RECORDS FOR PROCESSING Start Marker
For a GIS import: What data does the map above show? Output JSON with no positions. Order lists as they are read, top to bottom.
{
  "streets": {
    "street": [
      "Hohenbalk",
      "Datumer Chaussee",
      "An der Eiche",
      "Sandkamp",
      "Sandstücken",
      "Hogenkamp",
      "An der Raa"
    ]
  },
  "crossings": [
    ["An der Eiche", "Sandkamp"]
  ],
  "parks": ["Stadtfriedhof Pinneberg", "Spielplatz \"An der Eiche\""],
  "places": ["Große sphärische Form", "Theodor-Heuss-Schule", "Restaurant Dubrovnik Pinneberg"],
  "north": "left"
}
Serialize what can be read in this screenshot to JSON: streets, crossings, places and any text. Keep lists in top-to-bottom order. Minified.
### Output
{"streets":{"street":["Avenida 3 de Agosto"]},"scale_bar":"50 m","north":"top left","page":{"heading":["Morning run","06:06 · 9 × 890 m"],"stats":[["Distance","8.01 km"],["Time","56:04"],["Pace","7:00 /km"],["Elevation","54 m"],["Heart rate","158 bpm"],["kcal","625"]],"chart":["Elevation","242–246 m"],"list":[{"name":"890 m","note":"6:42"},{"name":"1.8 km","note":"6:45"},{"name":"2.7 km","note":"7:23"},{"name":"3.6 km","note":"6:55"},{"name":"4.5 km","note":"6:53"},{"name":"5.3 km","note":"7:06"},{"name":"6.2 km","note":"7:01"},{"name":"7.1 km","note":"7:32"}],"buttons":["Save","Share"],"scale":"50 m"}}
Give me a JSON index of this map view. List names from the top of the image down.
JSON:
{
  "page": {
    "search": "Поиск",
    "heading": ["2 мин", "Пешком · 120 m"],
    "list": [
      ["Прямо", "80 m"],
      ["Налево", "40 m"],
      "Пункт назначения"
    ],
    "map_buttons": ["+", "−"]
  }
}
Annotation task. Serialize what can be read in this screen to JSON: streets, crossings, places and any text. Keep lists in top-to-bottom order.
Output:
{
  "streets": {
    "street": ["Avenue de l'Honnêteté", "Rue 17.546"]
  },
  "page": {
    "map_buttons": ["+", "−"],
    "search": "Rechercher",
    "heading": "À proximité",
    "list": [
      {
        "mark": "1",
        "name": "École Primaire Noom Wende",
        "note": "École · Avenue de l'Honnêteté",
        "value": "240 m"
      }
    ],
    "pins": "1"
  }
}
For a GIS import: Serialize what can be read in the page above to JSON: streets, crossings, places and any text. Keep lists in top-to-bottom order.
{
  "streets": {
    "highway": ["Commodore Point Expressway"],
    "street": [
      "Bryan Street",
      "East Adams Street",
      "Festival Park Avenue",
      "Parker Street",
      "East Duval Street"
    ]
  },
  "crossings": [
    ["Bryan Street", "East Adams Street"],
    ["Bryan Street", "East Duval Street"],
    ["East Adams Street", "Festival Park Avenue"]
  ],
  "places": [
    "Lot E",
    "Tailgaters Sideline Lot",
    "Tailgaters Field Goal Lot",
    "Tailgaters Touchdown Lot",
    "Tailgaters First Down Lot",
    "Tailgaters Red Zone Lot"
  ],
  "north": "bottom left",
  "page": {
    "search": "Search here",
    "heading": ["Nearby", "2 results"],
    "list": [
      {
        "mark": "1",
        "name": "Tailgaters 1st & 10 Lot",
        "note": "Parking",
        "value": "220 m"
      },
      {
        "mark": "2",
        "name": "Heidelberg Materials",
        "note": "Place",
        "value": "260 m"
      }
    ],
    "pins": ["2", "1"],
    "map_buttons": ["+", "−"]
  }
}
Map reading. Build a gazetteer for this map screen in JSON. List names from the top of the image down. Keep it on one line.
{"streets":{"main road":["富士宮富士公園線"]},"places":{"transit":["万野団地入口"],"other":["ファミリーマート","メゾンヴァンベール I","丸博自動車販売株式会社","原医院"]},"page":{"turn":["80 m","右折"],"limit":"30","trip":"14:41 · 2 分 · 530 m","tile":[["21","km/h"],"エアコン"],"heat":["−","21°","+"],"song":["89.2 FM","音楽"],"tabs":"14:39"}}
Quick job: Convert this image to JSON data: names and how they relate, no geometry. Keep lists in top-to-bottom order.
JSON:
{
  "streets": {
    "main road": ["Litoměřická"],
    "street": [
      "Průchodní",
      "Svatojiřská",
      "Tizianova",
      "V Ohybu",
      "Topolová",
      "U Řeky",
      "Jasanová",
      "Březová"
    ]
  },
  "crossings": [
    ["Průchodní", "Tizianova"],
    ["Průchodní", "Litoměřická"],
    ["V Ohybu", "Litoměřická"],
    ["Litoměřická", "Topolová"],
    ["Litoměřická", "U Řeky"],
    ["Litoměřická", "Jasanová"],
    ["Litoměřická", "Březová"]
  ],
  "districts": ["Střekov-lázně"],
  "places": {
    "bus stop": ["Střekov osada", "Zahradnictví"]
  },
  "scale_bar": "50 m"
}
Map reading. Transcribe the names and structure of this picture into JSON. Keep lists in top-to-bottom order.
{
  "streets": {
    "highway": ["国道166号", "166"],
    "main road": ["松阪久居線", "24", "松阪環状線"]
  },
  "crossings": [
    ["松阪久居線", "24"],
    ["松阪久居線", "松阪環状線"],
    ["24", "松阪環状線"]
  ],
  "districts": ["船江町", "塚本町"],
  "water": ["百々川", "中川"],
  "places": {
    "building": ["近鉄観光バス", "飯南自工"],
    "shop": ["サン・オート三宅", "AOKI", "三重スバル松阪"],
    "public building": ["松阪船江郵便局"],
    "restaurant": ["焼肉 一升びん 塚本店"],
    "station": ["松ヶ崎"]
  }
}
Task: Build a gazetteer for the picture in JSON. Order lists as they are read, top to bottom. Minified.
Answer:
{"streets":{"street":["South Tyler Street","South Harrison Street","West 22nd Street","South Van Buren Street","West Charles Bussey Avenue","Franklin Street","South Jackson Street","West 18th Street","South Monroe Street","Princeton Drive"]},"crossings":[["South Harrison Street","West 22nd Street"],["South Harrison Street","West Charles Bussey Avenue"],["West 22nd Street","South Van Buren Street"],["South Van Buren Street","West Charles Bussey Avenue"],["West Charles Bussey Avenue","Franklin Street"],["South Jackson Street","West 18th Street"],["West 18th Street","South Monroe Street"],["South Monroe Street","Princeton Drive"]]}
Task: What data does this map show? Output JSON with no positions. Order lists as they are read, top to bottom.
RECORDS FOR PROCESSING End Marker
If a line of the data contains the word "Minified", it counts toward the total; state that total alone.

#### THE ANSWER
2